In the first quarter of 2018, the Bureau of Land Management will place seven times more acres of sage grouse habitat on sale in Wyoming for oil and gas drilling than it did during the same time last year. Holly Copeland, conservation scientist with The Nature Conservancy, crunched the numbers.
“They hovered between 20,000 to just under 40,000 acres in the fourth quarter of 2017 sale and then take [sic] a huge jump up to almost 120,000 acres in the first quarter of 2018,” Copeland explained about expansions of leasing in the core area for sage grouse, , which is home to the largest numbers of the bird as well as most of its breeding grounds.

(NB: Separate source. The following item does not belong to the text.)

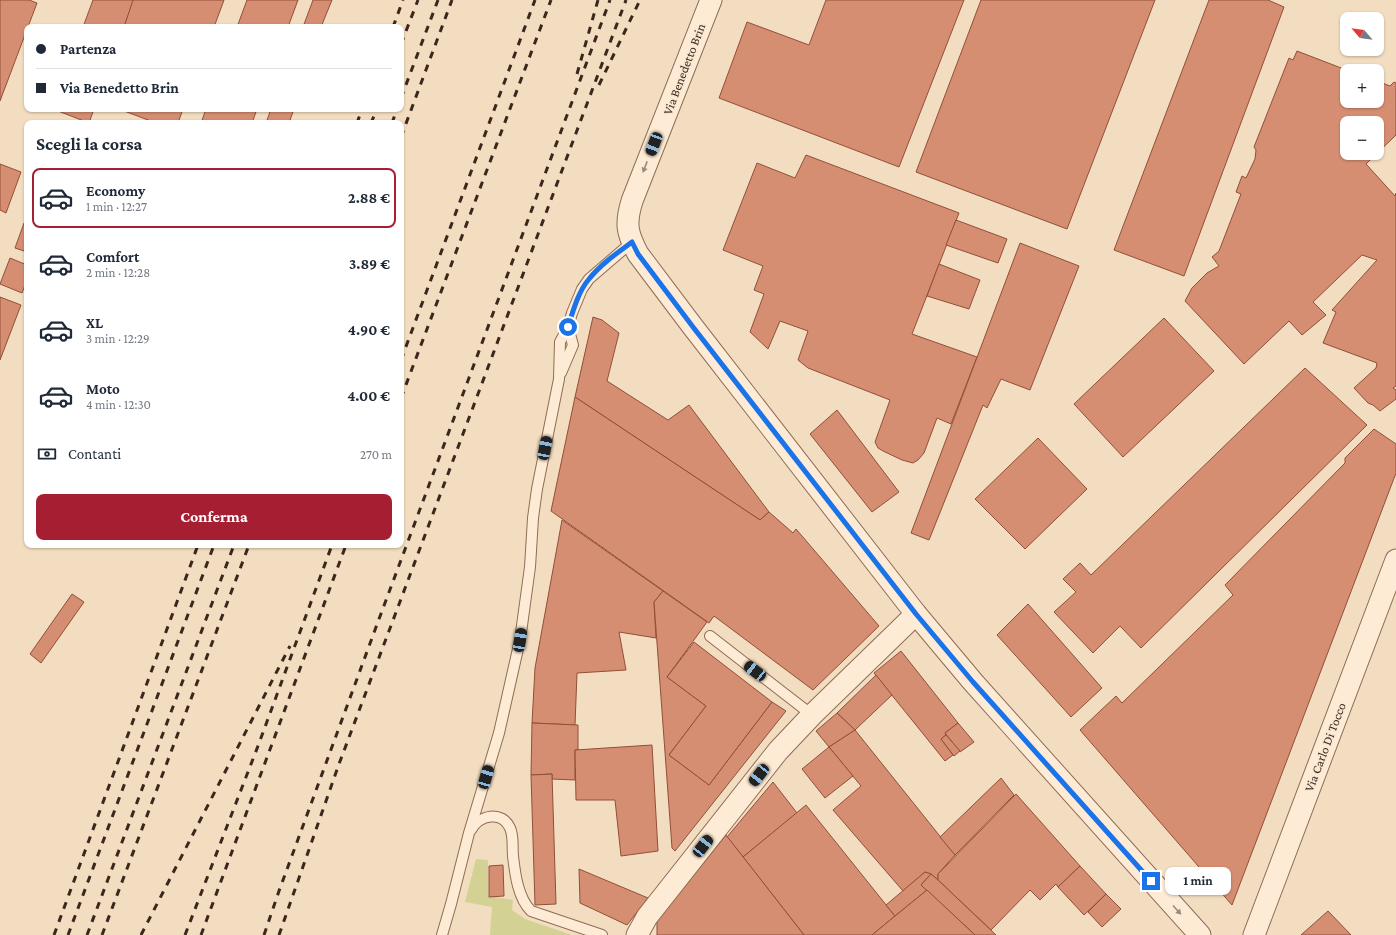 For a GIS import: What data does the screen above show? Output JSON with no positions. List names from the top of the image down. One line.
{"streets":{"street":["Via Benedetto Brin","Via Carlo Di Tocco"]},"one_way":["Via Benedetto Brin"],"north":"top left","page":{"map_buttons":["+","−"],"banner":["Partenza","Via Benedetto Brin"],"heading":"Scegli la corsa","list":[{"name":"Economy","note":"1 min · 12:27","value":"2.88 €"},{"name":"Comfort","note":"2 min · 12:28","value":"3.89 €"},{"name":"XL","note":"3 min · 12:29","value":"4.90 €"},{"name":"Moto","note":"4 min · 12:30","value":"4.00 €"}],"pay":["Contanti","270 m"],"buttons":"Conferma","bubble":"1 min"}}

The increase is due partially to a delayed reaction in the lifting of the Obama-era coal moratorium on federal land as well as new guidelines on drilling from the BLM.

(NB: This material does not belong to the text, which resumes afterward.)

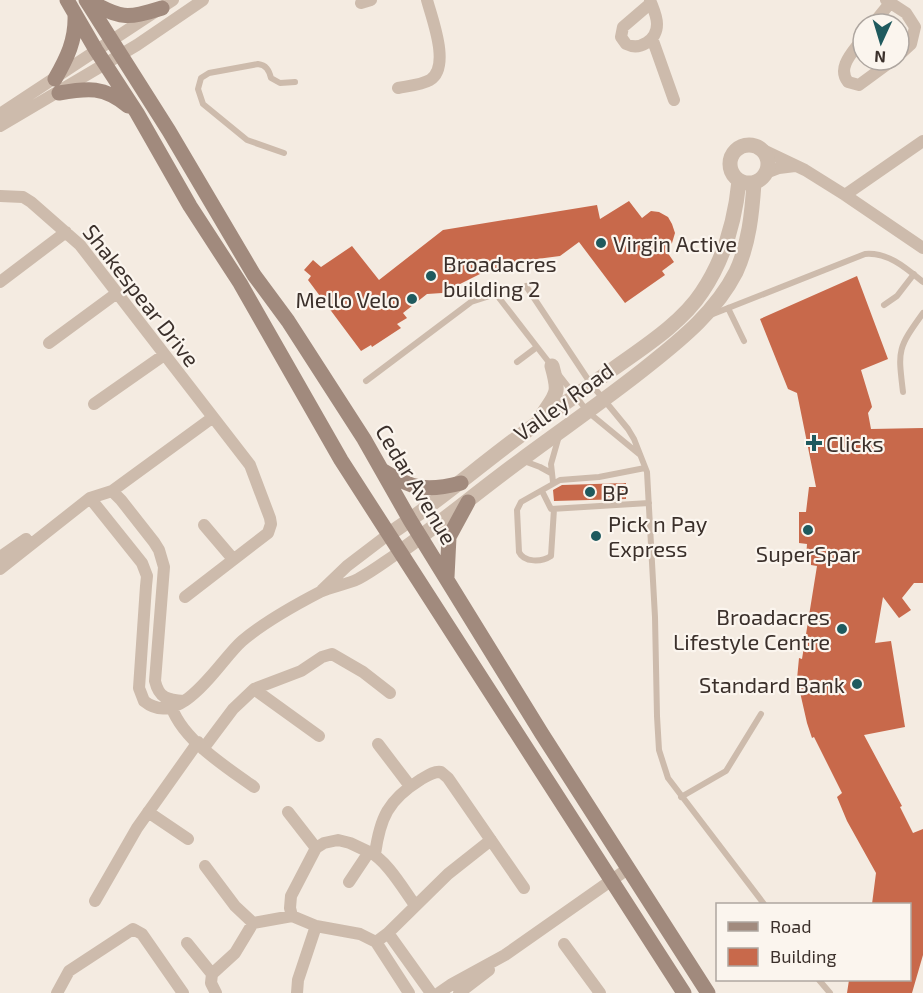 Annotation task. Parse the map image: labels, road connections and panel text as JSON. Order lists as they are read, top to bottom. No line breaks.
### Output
{"streets":{"main road":["Cedar Avenue"],"street":["Shakespear Drive","Valley Road"]},"crossings":[["Valley Road","Cedar Avenue"]],"places":{"other":["Virgin Active","Broadacres building 2","Mello Velo","BP","SuperSpar","Pick n Pay Express","Broadacres Lifestyle Centre","Standard Bank"],"health":["Clicks"]},"legend":["Road","Building"],"north":"bottom"}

Bob Budd, chair of the Sage Grouse Implementation Team, said drilling in core areas has always been allowed and that the new guidance from the BLM helps clarify the screening process to development in sensitive areas.

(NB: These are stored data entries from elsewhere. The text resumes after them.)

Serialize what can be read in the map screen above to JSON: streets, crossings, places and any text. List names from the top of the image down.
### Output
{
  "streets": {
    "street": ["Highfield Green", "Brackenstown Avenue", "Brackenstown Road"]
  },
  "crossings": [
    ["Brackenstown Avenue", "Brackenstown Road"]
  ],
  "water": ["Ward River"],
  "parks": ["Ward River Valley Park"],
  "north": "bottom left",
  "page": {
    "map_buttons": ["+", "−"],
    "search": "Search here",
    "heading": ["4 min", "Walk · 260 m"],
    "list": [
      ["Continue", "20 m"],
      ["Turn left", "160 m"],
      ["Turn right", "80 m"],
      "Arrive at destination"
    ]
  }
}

Brian Rutledge, National Audubon Society Vice President, added that it may be startling to see so much more leasing in core area all of a sudden, but it doesn’t necessarily change the fact that restrictions are still in place in Wyoming to support conservation.
"The dam has opened up, but the water still has to run through the filter,” Rutledge said.
He said the new BLM guidance may have more of an effect on a state with weaker controls in place.
Still, Copeland worries about the potential fragmentation of core areas. She pointed to a recent scientific study.
"Less fragmented is better and the nibbling away at the edges, creating smaller core areas, is not likely to be good for sage grouse,” Copeland said.
Audubon’s Rutledge said as long as federal agencies continue to abide by Wyoming’s resource management plan, the new leasing should not hurt conservation efforts.